She cannot read. This is her own private truth. Because of it, she must lead a double life: the fact of it saturates every molecule of her being, defines her to herself, always and forever, but nobody else knows. Not her friends, not her colleagues, not her family – certainly not her family. She has kept it from all of them, felt herself brimming with the secret of it her whole life. (p.76)
She cannot read. She cannot do that thing that other people find so artlessly easy: to see the arrangements of inked shapes on a page and alchemize them into meaning. She can create letters, she can form them with the nib of a pen or the lead of a pencil, but she cannot get them to line up in the right order, in a sequence that anyone else could understand. She can hold words in her head – she hoards them there – she can spin sentences, paragraphs, whole books in her mind; she can stack up words inside herself but she cannot get these words down her arm, through her fingers and out onto a page. She suspects that, as a baby, she crossed paths with a sorcerer who was in a bad mood that day and, on seeing her, on passing her pram, decided to suck this magical ability from her, to leave her cast out, washed up on the shores of illiteracy and ignorance, cursed forever. (p. 80)
The passages above are from a book called Instructions for a Heatwave, and refer to a character named Aoife who never learnt to read at school. Letters jump at her when she looks at a page, and after years of frustration, she leaves school without completing any of her subjects, and unable to read simple texts. When we meet her, she is working as a photographer’s assistant in America. While at work, whenever she receives a contract or any other document she must process, she puts the pieces of paper in a blue file folder. By now, the file is overflowing with things that need attending.
Because she cannot read the labels on the boxes of equipment in the studio, she memorises the location of every tiny item in the studio so that nobody guesses her secret. I don’t know what happens to Aoife as I’m not done the book, but I can sympathize with her. I have (like many other readers I’m sure) had the experience of travelling and being unable to read the local language. Such moments can leave you feeling diminished, unintelligent, and embarrassed. They can impact how you feel about yourself. You can become reluctant to speak for fear of making grammatical mistakes, and overwhelmed figuring out key things such as where you are, and how the transit system operates. Struggling with basics means it is harder to tackle more complicated topics such as learning about current events and debates with different levels of government.
If the experience of being unable to understand your local environment is frustrating even in short term doses, it is difficult to imagine how frustrating that must be if that is your long term reality. And in fact, even at home, there are so many people who struggle with low literacy every day.
In Canada, “four of ten adult Canadians, age 16 to 65 – representing 9 million Canadians – struggle with low literacy. They fall below level 3 (high school completion) on the prose literacy scale.” 27% of those 9 million Canadians struggle with simple reading tasks. (ABC Life Literacy Canada). This has multiple social impacts, from employment prospects to health impacts to civic engagement.

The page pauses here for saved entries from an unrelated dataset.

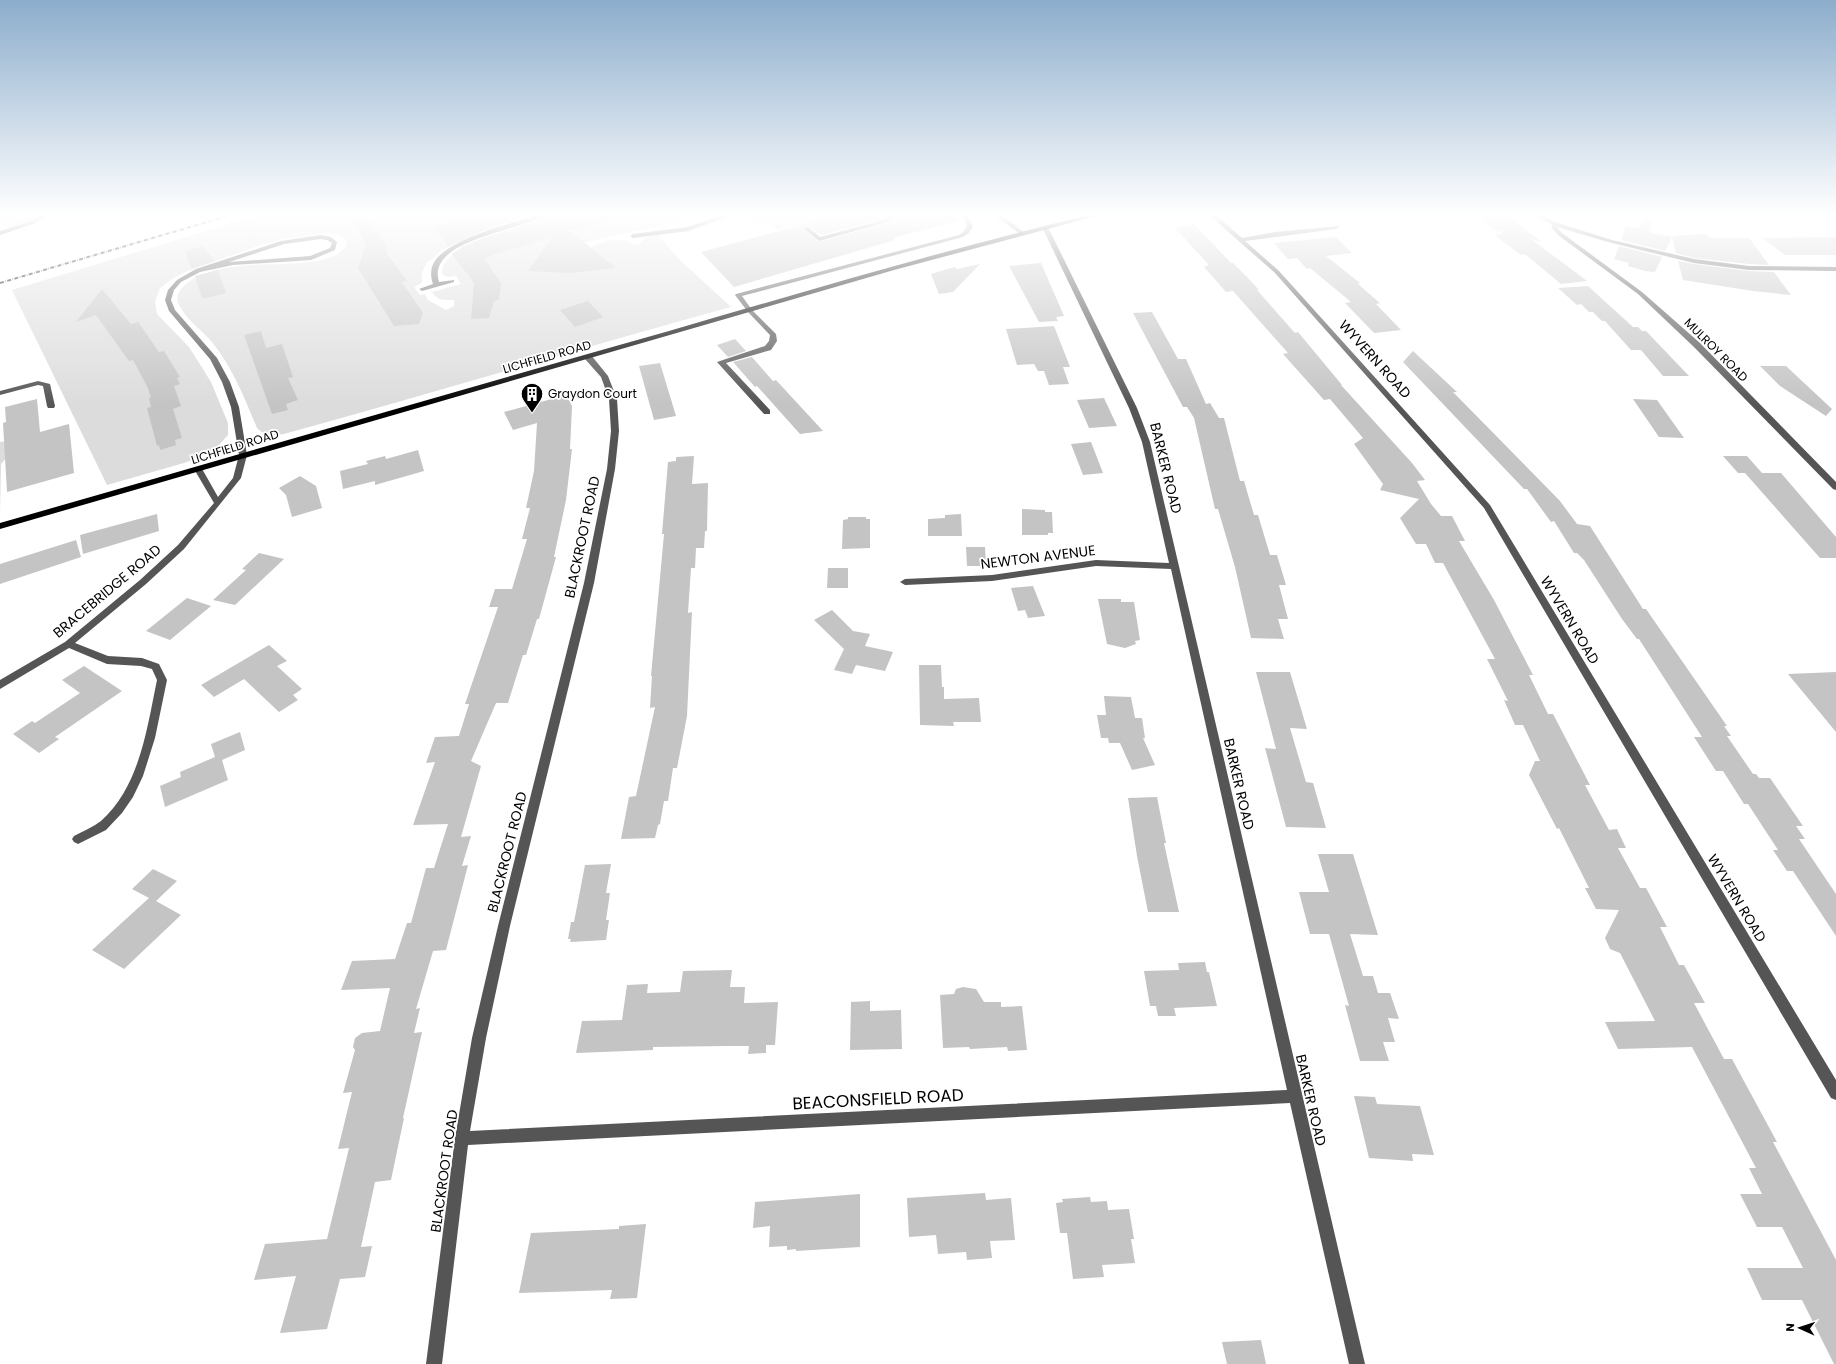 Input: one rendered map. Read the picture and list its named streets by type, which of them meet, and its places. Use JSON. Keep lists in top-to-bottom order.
{
  "streets": {
    "main road": ["LICHFIELD ROAD"],
    "street": [
      "MULROY ROAD",
      "WYVERN ROAD",
      "BARKER ROAD",
      "BLACKROOT ROAD",
      "NEWTON AVENUE",
      "BRACEBRIDGE ROAD",
      "BEACONSFIELD ROAD"
    ]
  },
  "crossings": [
    ["LICHFIELD ROAD", "BLACKROOT ROAD"],
    ["LICHFIELD ROAD", "BRACEBRIDGE ROAD"],
    ["BARKER ROAD", "NEWTON AVENUE"],
    ["BARKER ROAD", "BEACONSFIELD ROAD"],
    ["BLACKROOT ROAD", "BEACONSFIELD ROAD"]
  ],
  "places": {
    "building": ["Graydon Court"]
  },
  "north": "left"
} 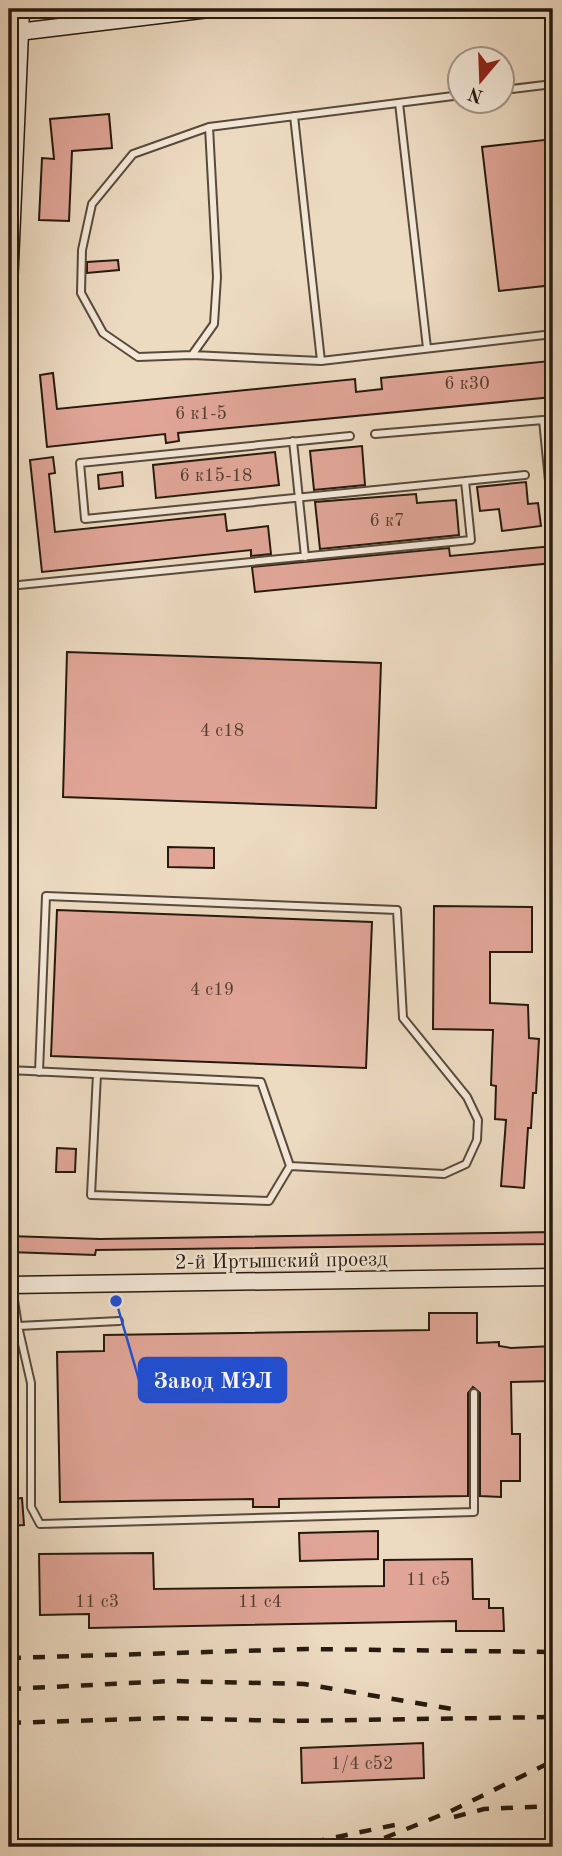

I currently work with a nonprofit that supports social programs in the city, and seeks to (among other goals) target the root causes of poverty in order to create systemic sustainable change. Thinking about illiteracy this evening though, I can’t help thinking that while there are important contributions to make on a systemic level, we cannot lose sight of the contributions that are needed on an individual basis as well. There are organisations that need tutors, there are libraries that need books, there are people who need someone to help them gain the confidence to read out loud and to practice their writing.
There is so much to do! My last post was about loving words, today, I am realising that each love, each gift that one is given necessitates sharing, and serving others in a way that is of benefit.